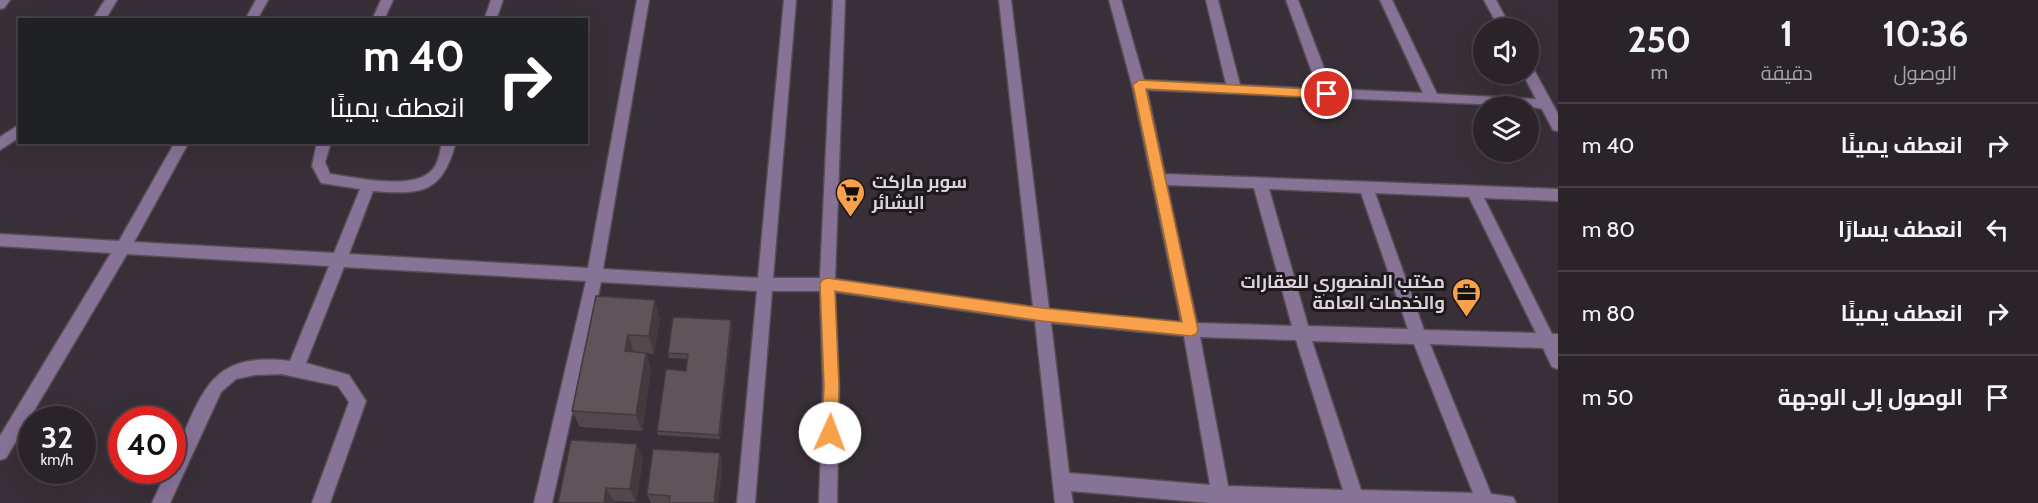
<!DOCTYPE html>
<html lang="ar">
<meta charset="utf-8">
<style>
:root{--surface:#2b232a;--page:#372f36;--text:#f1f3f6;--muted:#a6a4a8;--line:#474047}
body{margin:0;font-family:Cabin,Cairo,sans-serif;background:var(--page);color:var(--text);direction:rtl;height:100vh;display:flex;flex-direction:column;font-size:22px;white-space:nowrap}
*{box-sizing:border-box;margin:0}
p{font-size:20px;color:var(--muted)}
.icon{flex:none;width:33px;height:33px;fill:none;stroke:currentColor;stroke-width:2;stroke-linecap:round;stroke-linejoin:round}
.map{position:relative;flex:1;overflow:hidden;direction:ltr}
.drawer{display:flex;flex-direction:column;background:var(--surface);width:480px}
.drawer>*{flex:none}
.hud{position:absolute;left:18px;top:18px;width:570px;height:126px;border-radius:0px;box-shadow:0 6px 24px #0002,0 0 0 2px var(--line);direction:rtl;background:#202124;color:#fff;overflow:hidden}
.buttons{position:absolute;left:1473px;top:18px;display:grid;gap:12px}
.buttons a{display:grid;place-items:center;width:66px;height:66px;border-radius:50%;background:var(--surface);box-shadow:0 6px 24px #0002,0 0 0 2px var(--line);font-size:30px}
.speed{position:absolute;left:18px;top:406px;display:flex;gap:12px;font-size:30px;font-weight:700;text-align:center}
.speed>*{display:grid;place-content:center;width:78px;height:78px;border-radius:50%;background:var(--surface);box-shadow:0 6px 24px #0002,0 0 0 2px var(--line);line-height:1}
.speed small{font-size:15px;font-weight:400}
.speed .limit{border:9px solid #d22;background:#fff;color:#111}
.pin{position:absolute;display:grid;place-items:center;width:51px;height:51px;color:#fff;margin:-26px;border:3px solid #fff;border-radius:50%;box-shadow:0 2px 6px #0007}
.me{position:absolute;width:66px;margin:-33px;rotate:2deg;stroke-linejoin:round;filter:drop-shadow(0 0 4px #0008)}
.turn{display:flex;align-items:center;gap:21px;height:126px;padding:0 24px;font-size:27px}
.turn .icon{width:78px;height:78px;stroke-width:2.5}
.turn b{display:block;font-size:42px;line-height:51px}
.eta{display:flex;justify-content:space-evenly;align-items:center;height:102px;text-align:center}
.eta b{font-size:36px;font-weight:700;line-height:42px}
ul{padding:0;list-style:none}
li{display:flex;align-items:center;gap:18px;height:84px;padding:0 24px;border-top:2px solid var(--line)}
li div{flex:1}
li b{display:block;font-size:22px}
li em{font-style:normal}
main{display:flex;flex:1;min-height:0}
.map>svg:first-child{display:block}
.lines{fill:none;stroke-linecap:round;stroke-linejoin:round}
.minor-casing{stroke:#564d55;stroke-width:3}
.minor{fill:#877396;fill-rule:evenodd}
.wall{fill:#53474d}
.shaded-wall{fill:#433a3e}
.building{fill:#605359;stroke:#433a3e;stroke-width:1.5}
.route{fill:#f8a14a;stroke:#a16930;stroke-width:1.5}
.labels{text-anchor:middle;stroke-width:6;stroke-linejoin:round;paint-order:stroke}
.poi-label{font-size:18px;font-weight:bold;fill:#dad4d9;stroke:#1d191d;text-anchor:start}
</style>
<main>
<section class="drawer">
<div class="eta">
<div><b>10:36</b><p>الوصول</p></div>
<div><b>1</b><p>دقيقة</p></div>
<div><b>250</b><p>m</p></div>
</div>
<ul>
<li><svg class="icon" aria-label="right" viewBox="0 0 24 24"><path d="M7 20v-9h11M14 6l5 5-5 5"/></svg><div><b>انعطف يمينًا</b></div><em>40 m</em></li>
<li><svg class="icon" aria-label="left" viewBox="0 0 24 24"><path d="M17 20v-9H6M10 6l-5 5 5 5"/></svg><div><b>انعطف يسارًا</b></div><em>80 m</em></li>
<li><svg class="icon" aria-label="right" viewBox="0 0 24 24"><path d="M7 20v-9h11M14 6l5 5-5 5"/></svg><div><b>انعطف يمينًا</b></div><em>80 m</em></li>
<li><svg class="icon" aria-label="arrive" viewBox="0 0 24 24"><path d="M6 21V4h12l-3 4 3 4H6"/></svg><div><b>الوصول إلى الوجهة</b></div><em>50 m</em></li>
</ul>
</section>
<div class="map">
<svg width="1558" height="503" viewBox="0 0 1558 503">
<rect width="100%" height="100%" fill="#392f38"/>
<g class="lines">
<defs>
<g id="minor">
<path d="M0 0H10L4 8 0 9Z"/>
<path d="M105 0H117L105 20H92Z"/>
<path d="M256 0H268L257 20H245Z"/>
<path d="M381 0H393L384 20H372Z"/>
<path d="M491 0H503L496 20H484Z"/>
<path d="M637 0H649L603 269 758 278 784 0H796L773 278H820L833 0H845L835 279 1033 307 999 0H1011L1049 309 1181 322 1132 85 1109 0H1121L1144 80 1226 84 1206 0H1218L1240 85 1318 89 1286 0H1298L1332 89 1423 93 1380 0H1392L1437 94 1536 99 1523 74H1528V66L1533 68 1558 114V131L1553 130 1542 109 1528 106 1147 90 1165 174 1558 189V201L1484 198 1552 334H1558V369L1552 367 1543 348 1430 344 1491 494 1513 497 1516 503H1210L1071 491 1073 503H1055L1035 321 835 292 839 386 837 503H819L823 386 820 291H772L755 503H737L757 291 601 282 552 503H534L586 281 344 267 306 363 349 375 366 401 330 503H312L349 402 338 386 281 374 255 375 236 379 221 392 170 503H152L167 471H172V459C203 395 206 351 290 361L329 266 127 254 6 458 0 460V436L111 253 0 246V234L119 241 175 142H189L134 242 334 253 360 189 321 183 312 166 317 142H331L325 162 330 174C355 177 415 192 433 169 439 162 440 151 442 142H456C442 193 423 195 373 191L349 254 588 268ZM1167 185 1254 188 1292 326 1197 323ZM1269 189 1361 193 1408 329 1308 326ZM1375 193 1469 197 1536 333 1424 330ZM1051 323 1184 336 1210 485 1069 473ZM1200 337 1296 340 1343 490 1228 486ZM1312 341 1414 344 1473 493 1361 490Z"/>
<path d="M1484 0H1496L1511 28H1499Z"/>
<path d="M20 124V137L0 150V137Z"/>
</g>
</defs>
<use href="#minor" class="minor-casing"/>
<use href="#minor" class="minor"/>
</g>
<g class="wall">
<path d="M596 296 660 318 654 354 646 353 651 370 642 431 580 427 572 411Z"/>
<path d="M732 325 720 439 658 435 657 431 686 371 688 359 669 358 668 353Z"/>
<path d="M720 453 722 467 718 503H651L647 494Z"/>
<path d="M643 459 636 502 614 501 613 503H558Z"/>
</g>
<g class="shaded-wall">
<path d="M655 300 660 318 654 354 649 336Z"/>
<path d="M731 320 732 325 720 439 719 435Z"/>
<path d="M628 335 634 353 625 351Z"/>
<path d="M646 353 651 370 642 431 636 415Z"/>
<path d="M637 444 643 459 636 502 630 489Z"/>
<path d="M720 453 722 467 718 503H714Z"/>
<path d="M606 488 614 501 613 503H604Z"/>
</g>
<g class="building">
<path d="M596 296 655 300 649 336 628 335 625 351 646 353 636 415 572 411Z"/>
<path d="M673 317 731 320 719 435 657 431 666 369 686 371 688 354 668 353Z"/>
<path d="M571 440 637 444 630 489 606 488 604 503H558Z"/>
<path d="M653 449 720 453 714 503H669L670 496 647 494Z"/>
</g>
<path class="route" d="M1139 80 1327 90 1333 94 1327 98 1146 89 1198 330 1196 334 1191 336 1042 321 835 291 839 386 838 433 835 438 830 440 824 438 822 433 824 386 820 284 822 280 827 278 1042 308 1182 322 1133 85Z"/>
<defs>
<symbol id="supermarket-pin" viewBox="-11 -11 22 30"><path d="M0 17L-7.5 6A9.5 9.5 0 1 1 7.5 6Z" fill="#f8a14a" stroke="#1d191d"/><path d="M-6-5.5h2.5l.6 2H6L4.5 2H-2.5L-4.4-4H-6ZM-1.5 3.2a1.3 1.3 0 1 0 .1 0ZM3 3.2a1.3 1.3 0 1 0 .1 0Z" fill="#111"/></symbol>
<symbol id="office-pin" viewBox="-11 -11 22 30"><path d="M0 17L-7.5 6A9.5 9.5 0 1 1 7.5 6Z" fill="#f8a14a" stroke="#1d191d"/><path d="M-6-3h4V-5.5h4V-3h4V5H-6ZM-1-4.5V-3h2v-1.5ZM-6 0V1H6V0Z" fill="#111"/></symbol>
</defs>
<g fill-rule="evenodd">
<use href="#supermarket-pin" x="834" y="176" width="33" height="45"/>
<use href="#office-pin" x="1450" y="276" width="33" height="45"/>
</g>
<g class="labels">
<g class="poi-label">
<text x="872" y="188">سوبر ماركت<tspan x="872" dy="21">البشائر</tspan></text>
<text x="1445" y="288" text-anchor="end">مكتب المنصوري للعقارات<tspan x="1445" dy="21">والخدمات العامة</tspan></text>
</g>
</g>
</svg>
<div class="buttons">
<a><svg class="icon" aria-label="sound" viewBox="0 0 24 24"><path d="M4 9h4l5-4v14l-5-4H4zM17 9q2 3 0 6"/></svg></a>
<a><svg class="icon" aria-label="layers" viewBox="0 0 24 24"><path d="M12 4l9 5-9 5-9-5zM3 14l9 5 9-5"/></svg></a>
</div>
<div class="speed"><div>32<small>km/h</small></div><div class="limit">40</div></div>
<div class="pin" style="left:1327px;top:94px;background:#d93025"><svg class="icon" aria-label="arrive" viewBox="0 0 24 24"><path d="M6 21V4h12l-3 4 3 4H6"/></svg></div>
<svg class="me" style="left:830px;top:433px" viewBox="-20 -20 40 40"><circle r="19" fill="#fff"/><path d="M0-13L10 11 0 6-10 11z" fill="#f8a14a"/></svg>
<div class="hud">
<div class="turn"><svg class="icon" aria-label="right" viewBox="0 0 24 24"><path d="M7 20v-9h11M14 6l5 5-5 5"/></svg><div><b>40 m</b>انعطف يمينًا</div></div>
</div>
</div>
</main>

Exercise: From the entries above, select each line containing the string "align".

Written solution:
.speed{position:absolute;left:18px;top:406px;display:flex;gap:12px;font-size:30px;font-weight:700;text-align:center}
.turn{display:flex;align-items:center;gap:21px;height:126px;padding:0 24px;font-size:27px}
.eta{display:flex;justify-content:space-evenly;align-items:center;height:102px;text-align:center}
li{display:flex;align-items:center;gap:18px;height:84px;padding:0 24px;border-top:2px solid var(--line)}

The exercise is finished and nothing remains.